*** Opening ENTRIES PROVIDED ***
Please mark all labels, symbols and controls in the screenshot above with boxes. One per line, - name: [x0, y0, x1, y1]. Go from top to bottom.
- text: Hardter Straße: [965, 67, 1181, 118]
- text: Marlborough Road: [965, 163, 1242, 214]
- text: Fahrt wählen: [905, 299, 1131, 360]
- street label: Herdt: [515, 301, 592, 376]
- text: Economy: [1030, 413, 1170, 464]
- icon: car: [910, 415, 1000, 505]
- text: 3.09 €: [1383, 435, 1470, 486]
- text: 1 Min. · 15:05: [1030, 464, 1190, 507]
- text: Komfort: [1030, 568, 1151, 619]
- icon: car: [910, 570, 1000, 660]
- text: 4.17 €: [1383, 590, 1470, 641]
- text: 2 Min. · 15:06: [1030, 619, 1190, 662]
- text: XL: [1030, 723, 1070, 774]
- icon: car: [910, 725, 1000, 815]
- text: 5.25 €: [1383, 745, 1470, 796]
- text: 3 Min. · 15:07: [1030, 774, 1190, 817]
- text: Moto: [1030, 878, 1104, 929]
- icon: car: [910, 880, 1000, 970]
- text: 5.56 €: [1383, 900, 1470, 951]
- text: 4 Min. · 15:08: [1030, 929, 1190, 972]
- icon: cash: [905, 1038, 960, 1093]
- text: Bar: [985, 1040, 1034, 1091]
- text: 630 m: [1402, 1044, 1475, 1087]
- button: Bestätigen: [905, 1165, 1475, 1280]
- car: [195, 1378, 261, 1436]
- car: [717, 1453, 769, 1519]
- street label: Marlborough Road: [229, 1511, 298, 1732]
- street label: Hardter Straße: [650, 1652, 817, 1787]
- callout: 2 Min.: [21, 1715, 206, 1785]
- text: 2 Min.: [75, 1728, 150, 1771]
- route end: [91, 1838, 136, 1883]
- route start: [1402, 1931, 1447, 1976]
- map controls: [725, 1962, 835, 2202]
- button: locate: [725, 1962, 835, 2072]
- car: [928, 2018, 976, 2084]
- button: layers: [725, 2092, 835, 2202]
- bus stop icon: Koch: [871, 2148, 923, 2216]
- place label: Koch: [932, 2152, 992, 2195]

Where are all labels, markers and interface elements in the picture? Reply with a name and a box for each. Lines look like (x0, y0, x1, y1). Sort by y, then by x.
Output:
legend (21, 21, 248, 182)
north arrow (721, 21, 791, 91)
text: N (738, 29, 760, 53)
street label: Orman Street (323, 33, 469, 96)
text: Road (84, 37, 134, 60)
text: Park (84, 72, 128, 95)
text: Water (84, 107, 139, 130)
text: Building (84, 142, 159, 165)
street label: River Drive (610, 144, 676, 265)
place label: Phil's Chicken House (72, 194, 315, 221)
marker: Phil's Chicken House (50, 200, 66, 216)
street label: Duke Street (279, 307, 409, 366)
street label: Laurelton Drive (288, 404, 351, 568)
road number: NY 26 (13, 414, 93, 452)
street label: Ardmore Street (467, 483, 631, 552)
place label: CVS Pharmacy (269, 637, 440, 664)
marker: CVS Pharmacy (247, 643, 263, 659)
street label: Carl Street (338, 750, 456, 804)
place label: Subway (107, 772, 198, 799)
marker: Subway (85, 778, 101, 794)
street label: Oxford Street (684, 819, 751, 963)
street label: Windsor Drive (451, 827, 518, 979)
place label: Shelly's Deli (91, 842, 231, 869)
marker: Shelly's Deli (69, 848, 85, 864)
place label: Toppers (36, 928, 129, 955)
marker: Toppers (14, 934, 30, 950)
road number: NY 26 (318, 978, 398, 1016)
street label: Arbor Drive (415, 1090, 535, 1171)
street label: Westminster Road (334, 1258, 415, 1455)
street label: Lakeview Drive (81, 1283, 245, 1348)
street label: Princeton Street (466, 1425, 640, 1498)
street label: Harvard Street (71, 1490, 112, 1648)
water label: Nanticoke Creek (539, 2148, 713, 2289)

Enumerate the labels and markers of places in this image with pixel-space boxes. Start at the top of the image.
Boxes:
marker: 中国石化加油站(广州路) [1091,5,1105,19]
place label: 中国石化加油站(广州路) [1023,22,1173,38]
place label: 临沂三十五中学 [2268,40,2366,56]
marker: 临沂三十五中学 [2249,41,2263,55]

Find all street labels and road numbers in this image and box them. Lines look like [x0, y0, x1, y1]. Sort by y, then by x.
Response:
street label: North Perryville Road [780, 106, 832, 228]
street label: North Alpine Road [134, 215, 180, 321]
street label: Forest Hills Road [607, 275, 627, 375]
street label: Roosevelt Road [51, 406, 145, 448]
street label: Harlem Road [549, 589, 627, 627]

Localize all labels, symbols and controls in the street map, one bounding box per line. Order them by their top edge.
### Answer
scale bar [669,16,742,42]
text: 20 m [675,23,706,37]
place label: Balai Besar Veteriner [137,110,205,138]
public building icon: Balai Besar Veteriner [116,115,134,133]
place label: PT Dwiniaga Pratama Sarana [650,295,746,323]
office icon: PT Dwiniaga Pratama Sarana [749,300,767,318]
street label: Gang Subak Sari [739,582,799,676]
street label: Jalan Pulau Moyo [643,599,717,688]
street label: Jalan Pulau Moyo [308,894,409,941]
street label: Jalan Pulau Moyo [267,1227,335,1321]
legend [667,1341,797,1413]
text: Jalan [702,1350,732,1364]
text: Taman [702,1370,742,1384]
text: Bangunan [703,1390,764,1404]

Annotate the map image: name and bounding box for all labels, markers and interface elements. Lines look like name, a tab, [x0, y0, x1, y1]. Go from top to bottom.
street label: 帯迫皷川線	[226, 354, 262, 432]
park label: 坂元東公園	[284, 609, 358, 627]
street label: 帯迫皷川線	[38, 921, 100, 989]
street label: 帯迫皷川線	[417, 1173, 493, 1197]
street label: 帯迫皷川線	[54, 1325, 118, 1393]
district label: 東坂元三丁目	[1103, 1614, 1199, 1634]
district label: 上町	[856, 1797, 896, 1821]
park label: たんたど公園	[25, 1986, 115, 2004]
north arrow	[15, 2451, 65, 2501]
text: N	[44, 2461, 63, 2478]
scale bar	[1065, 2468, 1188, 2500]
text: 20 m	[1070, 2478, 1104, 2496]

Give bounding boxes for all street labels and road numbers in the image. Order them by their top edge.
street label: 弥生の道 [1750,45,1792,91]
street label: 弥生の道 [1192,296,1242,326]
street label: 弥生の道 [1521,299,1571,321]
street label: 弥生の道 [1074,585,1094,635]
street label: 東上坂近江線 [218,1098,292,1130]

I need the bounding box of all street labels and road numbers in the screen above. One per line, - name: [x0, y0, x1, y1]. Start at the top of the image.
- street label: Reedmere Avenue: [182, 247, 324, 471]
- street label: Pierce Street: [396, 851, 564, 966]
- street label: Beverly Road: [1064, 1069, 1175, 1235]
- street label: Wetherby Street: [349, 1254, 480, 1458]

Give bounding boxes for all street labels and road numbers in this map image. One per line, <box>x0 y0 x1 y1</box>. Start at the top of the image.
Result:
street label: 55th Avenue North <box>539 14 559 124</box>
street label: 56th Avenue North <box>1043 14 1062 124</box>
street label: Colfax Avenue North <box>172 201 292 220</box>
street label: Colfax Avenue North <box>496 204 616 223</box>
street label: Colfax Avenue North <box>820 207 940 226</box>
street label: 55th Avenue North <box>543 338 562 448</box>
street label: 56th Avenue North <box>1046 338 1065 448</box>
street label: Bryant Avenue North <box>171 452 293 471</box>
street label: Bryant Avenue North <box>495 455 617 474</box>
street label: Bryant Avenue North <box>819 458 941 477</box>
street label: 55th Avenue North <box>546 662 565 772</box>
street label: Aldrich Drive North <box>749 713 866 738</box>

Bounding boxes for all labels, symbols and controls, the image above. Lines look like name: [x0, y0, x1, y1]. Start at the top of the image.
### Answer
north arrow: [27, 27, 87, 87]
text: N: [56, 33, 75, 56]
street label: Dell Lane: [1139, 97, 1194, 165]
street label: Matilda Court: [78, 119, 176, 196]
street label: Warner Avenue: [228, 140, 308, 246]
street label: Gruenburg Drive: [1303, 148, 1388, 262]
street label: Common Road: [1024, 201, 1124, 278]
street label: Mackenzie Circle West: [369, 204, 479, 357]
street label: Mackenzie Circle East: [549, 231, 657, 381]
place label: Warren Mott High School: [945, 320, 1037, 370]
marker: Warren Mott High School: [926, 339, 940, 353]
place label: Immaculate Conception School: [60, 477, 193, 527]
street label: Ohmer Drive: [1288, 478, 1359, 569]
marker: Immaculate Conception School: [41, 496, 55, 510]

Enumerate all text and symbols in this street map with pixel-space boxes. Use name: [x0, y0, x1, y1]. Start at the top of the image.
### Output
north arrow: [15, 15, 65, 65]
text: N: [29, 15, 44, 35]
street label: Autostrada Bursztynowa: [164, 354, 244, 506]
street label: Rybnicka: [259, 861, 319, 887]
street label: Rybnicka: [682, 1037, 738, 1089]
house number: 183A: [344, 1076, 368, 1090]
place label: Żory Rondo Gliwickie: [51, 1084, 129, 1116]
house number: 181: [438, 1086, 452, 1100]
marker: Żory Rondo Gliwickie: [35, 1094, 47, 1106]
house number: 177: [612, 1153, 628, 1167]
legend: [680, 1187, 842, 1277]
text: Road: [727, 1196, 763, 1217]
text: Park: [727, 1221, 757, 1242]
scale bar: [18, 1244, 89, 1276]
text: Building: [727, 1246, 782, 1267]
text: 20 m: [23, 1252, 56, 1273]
*** Closing ENTRIES PROVIDED ***
WHAT YOU HAVE TO DO> Which of the lines in the listing above include "then"? Report each of them.

ANSWER BELOW>
Where are all labels, markers and interface elements in the picture? Reply with a name and a box for each. Lines look like (x0, y0, x1, y1). Sort by y, then by x.
Find all street labels and road numbers in this image and box them. Lines look like [x0, y0, x1, y1]. Sort by y, then by x.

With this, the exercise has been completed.